##### Provided records

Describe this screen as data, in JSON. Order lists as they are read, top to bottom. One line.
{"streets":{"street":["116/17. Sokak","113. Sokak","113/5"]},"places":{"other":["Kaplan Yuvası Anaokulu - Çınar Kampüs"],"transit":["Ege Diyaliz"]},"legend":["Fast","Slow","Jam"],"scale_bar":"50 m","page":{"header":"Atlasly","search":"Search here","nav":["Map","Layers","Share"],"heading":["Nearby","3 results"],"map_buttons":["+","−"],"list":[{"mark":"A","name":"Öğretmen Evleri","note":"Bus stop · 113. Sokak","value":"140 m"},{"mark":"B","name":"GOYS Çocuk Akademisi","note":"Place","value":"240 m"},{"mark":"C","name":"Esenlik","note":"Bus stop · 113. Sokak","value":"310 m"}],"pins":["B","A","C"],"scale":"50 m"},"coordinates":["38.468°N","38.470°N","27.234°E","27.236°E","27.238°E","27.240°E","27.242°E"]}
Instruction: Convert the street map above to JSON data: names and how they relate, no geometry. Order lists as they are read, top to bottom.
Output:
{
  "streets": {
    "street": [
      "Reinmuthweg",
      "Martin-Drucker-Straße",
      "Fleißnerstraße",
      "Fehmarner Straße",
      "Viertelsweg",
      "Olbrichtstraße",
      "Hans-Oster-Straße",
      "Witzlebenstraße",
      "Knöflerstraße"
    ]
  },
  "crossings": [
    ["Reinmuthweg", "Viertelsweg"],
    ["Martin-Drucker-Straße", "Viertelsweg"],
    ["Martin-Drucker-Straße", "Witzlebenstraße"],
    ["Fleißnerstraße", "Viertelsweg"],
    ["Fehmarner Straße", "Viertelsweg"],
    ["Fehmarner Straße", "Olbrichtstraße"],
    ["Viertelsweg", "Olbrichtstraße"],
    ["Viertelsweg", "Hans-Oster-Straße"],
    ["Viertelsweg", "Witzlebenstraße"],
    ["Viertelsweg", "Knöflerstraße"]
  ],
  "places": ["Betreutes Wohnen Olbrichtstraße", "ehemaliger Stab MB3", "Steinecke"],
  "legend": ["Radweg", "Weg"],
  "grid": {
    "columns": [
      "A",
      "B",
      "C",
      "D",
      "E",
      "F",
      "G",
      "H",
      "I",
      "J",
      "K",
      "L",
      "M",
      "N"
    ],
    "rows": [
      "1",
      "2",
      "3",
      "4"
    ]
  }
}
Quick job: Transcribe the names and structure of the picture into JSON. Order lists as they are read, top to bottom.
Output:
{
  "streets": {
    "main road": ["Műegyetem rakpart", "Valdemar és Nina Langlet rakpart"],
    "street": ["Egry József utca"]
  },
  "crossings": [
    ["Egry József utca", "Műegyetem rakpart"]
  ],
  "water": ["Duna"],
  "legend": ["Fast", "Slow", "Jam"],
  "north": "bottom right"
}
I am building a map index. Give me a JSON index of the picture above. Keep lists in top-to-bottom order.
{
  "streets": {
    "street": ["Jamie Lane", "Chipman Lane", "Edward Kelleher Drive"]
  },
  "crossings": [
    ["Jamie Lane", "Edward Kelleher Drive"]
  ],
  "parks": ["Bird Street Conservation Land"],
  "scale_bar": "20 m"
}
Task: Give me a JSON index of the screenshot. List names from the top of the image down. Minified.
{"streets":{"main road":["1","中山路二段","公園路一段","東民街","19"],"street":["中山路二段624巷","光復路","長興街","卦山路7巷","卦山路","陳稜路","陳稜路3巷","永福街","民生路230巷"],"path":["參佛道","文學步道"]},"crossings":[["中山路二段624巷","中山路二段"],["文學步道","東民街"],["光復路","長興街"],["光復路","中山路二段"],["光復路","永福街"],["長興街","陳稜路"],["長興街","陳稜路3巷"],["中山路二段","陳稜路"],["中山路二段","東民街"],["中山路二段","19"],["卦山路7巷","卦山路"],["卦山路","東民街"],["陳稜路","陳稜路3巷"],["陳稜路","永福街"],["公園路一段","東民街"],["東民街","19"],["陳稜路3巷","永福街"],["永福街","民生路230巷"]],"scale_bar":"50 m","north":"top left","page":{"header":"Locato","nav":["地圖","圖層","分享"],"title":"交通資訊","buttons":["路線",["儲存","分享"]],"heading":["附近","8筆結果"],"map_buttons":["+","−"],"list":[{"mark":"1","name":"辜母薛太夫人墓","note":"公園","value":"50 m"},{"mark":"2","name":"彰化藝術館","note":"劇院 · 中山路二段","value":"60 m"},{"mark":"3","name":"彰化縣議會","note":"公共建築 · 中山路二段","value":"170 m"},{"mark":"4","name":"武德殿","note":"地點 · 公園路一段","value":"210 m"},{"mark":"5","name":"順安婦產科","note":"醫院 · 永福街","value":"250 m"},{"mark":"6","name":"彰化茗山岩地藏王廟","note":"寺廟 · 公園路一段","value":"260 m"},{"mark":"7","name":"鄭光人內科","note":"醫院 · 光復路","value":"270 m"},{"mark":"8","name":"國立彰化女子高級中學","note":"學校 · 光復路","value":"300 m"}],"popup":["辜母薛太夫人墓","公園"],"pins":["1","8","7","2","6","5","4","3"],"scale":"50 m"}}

##########

Retype every line of the listing exactly as it appears.

» **Result of this task**
Describe this screen as data, in JSON. Order lists as they are read, top to bottom. One line.
{"streets":{"street":["116/17. Sokak","113. Sokak","113/5"]},"places":{"other":["Kaplan Yuvası Anaokulu - Çınar Kampüs"],"transit":["Ege Diyaliz"]},"legend":["Fast","Slow","Jam"],"scale_bar":"50 m","page":{"header":"Atlasly","search":"Search here","nav":["Map","Layers","Share"],"heading":["Nearby","3 results"],"map_buttons":["+","−"],"list":[{"mark":"A","name":"Öğretmen Evleri","note":"Bus stop · 113. Sokak","value":"140 m"},{"mark":"B","name":"GOYS Çocuk Akademisi","note":"Place","value":"240 m"},{"mark":"C","name":"Esenlik","note":"Bus stop · 113. Sokak","value":"310 m"}],"pins":["B","A","C"],"scale":"50 m"},"coordinates":["38.468°N","38.470°N","27.234°E","27.236°E","27.238°E","27.240°E","27.242°E"]}
Instruction: Convert the street map above to JSON data: names and how they relate, no geometry. Order lists as they are read, top to bottom.
Output:
{
  "streets": {
    "street": [
      "Reinmuthweg",
      "Martin-Drucker-Straße",
      "Fleißnerstraße",
      "Fehmarner Straße",
      "Viertelsweg",
      "Olbrichtstraße",
      "Hans-Oster-Straße",
      "Witzlebenstraße",
      "Knöflerstraße"
    ]
  },
  "crossings": [
    ["Reinmuthweg", "Viertelsweg"],
    ["Martin-Drucker-Straße", "Viertelsweg"],
    ["Martin-Drucker-Straße", "Witzlebenstraße"],
    ["Fleißnerstraße", "Viertelsweg"],
    ["Fehmarner Straße", "Viertelsweg"],
    ["Fehmarner Straße", "Olbrichtstraße"],
    ["Viertelsweg", "Olbrichtstraße"],
    ["Viertelsweg", "Hans-Oster-Straße"],
    ["Viertelsweg", "Witzlebenstraße"],
    ["Viertelsweg", "Knöflerstraße"]
  ],
  "places": ["Betreutes Wohnen Olbrichtstraße", "ehemaliger Stab MB3", "Steinecke"],
  "legend": ["Radweg", "Weg"],
  "grid": {
    "columns": [
      "A",
      "B",
      "C",
      "D",
      "E",
      "F",
      "G",
      "H",
      "I",
      "J",
      "K",
      "L",
      "M",
      "N"
    ],
    "rows": [
      "1",
      "2",
      "3",
      "4"
    ]
  }
}
Quick job: Transcribe the names and structure of the picture into JSON. Order lists as they are read, top to bottom.
Output:
{
  "streets": {
    "main road": ["Műegyetem rakpart", "Valdemar és Nina Langlet rakpart"],
    "street": ["Egry József utca"]
  },
  "crossings": [
    ["Egry József utca", "Műegyetem rakpart"]
  ],
  "water": ["Duna"],
  "legend": ["Fast", "Slow", "Jam"],
  "north": "bottom right"
}
I am building a map index. Give me a JSON index of the picture above. Keep lists in top-to-bottom order.
{
  "streets": {
    "street": ["Jamie Lane", "Chipman Lane", "Edward Kelleher Drive"]
  },
  "crossings": [
    ["Jamie Lane", "Edward Kelleher Drive"]
  ],
  "parks": ["Bird Street Conservation Land"],
  "scale_bar": "20 m"
}
Task: Give me a JSON index of the screenshot. List names from the top of the image down. Minified.
{"streets":{"main road":["1","中山路二段","公園路一段","東民街","19"],"street":["中山路二段624巷","光復路","長興街","卦山路7巷","卦山路","陳稜路","陳稜路3巷","永福街","民生路230巷"],"path":["參佛道","文學步道"]},"crossings":[["中山路二段624巷","中山路二段"],["文學步道","東民街"],["光復路","長興街"],["光復路","中山路二段"],["光復路","永福街"],["長興街","陳稜路"],["長興街","陳稜路3巷"],["中山路二段","陳稜路"],["中山路二段","東民街"],["中山路二段","19"],["卦山路7巷","卦山路"],["卦山路","東民街"],["陳稜路","陳稜路3巷"],["陳稜路","永福街"],["公園路一段","東民街"],["東民街","19"],["陳稜路3巷","永福街"],["永福街","民生路230巷"]],"scale_bar":"50 m","north":"top left","page":{"header":"Locato","nav":["地圖","圖層","分享"],"title":"交通資訊","buttons":["路線",["儲存","分享"]],"heading":["附近","8筆結果"],"map_buttons":["+","−"],"list":[{"mark":"1","name":"辜母薛太夫人墓","note":"公園","value":"50 m"},{"mark":"2","name":"彰化藝術館","note":"劇院 · 中山路二段","value":"60 m"},{"mark":"3","name":"彰化縣議會","note":"公共建築 · 中山路二段","value":"170 m"},{"mark":"4","name":"武德殿","note":"地點 · 公園路一段","value":"210 m"},{"mark":"5","name":"順安婦產科","note":"醫院 · 永福街","value":"250 m"},{"mark":"6","name":"彰化茗山岩地藏王廟","note":"寺廟 · 公園路一段","value":"260 m"},{"mark":"7","name":"鄭光人內科","note":"醫院 · 光復路","value":"270 m"},{"mark":"8","name":"國立彰化女子高級中學","note":"學校 · 光復路","value":"300 m"}],"popup":["辜母薛太夫人墓","公園"],"pins":["1","8","7","2","6","5","4","3"],"scale":"50 m"}}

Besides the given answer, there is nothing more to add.